BRIEF. Exactly how many lines in the data below contain the string "stream"? Give that number and nothing else.

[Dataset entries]
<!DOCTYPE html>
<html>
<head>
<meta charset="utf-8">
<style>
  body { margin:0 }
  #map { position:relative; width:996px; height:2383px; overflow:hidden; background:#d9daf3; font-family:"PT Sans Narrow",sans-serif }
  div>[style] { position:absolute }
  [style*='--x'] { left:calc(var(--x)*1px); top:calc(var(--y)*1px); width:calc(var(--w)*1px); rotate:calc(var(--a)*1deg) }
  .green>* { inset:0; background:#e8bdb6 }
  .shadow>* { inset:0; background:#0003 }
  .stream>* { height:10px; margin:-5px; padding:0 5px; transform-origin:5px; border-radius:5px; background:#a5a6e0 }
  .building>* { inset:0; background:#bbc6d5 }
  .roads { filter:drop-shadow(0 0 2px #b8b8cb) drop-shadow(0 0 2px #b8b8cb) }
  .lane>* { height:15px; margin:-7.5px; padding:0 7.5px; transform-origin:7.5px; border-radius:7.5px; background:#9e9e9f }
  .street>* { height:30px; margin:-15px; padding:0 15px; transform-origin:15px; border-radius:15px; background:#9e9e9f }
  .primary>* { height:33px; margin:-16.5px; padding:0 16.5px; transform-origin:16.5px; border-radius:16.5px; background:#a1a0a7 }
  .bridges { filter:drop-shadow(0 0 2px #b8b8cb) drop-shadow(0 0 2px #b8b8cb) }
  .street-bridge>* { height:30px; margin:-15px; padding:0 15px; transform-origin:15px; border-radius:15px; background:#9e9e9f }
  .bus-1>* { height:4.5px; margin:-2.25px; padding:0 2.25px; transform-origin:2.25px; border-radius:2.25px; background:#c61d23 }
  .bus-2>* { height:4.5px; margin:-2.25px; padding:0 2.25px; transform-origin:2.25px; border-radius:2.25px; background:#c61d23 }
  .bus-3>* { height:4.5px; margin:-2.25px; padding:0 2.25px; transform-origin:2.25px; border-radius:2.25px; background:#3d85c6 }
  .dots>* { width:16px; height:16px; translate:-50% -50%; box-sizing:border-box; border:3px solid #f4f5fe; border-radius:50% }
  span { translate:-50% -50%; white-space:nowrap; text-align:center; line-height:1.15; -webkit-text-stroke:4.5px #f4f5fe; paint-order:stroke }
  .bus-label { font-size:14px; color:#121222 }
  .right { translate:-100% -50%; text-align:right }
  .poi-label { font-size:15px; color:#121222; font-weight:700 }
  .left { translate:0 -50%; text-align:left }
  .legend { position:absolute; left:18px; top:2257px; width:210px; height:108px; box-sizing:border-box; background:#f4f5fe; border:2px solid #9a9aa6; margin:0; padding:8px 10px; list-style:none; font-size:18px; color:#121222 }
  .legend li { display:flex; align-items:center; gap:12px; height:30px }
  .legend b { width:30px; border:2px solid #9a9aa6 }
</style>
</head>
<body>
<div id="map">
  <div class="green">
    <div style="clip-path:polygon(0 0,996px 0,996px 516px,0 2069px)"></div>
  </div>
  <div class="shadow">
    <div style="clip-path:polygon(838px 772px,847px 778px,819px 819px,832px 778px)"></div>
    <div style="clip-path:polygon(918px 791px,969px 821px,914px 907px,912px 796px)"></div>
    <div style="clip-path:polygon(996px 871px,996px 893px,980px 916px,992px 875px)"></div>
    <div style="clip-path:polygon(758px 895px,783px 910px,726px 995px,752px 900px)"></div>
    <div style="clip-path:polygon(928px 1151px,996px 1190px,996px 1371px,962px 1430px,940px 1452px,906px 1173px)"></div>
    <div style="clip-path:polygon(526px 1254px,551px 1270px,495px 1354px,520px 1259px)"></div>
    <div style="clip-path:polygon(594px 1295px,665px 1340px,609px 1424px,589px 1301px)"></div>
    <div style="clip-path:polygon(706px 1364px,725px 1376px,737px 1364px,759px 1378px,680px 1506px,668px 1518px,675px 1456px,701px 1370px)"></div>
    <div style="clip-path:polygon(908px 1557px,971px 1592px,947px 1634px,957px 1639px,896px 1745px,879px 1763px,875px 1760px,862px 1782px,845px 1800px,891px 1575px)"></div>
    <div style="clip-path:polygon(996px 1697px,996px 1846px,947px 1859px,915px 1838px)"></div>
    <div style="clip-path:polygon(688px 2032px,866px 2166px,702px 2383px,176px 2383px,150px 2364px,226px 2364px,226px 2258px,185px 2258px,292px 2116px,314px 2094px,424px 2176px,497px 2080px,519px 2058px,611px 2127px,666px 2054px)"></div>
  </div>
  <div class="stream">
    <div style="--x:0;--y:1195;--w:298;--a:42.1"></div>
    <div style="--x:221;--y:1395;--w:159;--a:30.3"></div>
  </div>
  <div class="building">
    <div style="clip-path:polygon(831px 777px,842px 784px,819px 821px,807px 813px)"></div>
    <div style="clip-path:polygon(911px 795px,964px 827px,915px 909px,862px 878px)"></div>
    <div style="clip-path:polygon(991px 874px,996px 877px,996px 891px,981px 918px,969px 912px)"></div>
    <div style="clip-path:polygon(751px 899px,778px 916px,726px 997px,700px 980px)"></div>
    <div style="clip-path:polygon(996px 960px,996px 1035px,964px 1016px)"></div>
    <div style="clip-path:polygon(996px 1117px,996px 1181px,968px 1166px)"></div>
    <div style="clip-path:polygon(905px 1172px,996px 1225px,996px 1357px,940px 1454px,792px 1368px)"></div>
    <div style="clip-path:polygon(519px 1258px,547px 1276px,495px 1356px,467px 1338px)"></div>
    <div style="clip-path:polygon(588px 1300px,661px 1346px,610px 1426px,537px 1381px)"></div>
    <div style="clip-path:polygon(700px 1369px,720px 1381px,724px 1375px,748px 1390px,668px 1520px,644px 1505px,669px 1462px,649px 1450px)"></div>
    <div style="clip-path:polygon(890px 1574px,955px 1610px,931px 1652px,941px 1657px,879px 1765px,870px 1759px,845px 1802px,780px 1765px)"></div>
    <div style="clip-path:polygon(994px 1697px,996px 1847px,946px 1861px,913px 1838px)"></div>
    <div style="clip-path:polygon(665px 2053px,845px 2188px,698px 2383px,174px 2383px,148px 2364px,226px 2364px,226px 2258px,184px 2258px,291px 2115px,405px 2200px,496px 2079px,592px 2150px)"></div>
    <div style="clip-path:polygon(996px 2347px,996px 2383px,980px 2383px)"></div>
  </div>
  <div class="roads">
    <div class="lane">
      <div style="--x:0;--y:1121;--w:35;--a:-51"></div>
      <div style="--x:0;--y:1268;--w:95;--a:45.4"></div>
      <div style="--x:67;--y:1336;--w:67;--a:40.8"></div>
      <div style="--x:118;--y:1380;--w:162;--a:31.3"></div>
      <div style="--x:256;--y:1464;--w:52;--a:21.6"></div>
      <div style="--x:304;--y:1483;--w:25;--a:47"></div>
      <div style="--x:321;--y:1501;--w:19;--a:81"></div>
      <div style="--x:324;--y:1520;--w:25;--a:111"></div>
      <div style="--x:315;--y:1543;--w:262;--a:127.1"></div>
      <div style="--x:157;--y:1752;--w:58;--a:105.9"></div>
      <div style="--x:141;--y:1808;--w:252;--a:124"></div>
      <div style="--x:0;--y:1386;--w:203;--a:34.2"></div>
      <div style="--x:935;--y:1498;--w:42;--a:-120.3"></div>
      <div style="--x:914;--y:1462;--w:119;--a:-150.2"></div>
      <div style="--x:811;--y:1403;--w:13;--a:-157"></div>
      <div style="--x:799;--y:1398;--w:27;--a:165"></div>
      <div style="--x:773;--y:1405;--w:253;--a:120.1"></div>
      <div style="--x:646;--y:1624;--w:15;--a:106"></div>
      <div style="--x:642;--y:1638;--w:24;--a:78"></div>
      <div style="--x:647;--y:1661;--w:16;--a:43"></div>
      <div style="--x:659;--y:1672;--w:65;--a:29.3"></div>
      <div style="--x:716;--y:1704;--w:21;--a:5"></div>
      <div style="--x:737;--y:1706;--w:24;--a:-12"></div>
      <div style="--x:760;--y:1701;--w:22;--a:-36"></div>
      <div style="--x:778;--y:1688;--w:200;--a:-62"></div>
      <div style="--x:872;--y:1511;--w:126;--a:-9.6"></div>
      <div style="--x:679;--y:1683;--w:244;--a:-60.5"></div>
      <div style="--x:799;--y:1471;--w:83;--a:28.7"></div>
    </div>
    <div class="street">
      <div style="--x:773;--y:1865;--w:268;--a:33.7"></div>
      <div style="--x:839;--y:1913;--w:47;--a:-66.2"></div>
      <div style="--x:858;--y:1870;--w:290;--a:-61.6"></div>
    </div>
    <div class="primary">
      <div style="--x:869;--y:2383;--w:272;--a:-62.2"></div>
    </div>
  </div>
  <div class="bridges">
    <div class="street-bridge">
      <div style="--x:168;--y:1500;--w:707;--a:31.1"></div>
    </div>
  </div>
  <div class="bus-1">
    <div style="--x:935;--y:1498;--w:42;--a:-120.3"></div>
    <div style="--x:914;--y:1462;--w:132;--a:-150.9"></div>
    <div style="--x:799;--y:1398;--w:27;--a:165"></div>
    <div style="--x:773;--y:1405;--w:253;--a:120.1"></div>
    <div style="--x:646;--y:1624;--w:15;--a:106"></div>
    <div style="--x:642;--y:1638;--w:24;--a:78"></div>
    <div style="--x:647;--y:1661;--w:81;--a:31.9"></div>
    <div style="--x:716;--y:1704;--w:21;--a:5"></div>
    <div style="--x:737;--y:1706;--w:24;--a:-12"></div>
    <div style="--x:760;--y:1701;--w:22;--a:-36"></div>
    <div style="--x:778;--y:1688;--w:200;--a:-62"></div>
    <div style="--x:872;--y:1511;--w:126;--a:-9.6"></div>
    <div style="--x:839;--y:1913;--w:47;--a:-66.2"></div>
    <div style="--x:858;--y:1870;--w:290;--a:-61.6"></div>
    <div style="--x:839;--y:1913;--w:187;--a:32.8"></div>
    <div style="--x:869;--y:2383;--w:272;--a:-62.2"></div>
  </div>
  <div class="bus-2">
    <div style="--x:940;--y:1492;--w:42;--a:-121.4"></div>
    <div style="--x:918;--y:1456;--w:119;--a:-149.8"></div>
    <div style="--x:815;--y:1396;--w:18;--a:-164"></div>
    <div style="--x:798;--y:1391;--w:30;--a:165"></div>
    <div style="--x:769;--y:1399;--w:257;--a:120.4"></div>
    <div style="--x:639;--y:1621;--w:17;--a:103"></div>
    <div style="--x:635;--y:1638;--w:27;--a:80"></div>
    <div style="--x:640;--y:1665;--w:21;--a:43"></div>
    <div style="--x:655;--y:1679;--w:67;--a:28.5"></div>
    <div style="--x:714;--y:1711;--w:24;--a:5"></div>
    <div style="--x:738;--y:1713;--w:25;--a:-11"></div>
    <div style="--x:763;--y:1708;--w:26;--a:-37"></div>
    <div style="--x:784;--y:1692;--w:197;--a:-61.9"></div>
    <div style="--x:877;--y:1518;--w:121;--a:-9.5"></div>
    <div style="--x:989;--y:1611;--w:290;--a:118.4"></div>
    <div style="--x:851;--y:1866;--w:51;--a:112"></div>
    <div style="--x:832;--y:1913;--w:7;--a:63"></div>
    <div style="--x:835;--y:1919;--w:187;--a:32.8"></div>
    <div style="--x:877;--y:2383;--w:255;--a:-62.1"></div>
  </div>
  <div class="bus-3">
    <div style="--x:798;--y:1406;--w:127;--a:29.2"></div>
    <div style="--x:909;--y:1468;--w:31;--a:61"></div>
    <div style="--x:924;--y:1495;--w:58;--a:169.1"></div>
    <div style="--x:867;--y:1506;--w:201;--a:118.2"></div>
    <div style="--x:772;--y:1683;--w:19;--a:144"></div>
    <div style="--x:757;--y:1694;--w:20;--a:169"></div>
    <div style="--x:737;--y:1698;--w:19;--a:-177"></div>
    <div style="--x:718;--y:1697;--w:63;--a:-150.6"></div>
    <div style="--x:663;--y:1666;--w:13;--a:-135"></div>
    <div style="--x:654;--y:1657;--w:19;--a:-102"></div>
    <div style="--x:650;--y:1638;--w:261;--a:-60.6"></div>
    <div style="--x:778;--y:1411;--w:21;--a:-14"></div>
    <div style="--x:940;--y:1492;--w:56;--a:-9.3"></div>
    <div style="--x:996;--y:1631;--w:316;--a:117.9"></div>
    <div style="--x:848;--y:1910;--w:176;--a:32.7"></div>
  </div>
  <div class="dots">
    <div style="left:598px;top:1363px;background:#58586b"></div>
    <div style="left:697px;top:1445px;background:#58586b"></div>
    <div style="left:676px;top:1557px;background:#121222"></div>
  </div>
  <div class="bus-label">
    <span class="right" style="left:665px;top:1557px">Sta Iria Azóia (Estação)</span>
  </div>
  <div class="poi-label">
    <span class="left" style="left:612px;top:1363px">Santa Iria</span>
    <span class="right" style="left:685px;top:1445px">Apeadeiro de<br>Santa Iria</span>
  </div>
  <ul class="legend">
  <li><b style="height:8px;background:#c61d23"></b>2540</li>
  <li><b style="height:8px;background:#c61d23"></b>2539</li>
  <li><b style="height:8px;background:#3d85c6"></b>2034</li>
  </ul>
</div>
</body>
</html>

TASK OUTPUT. 2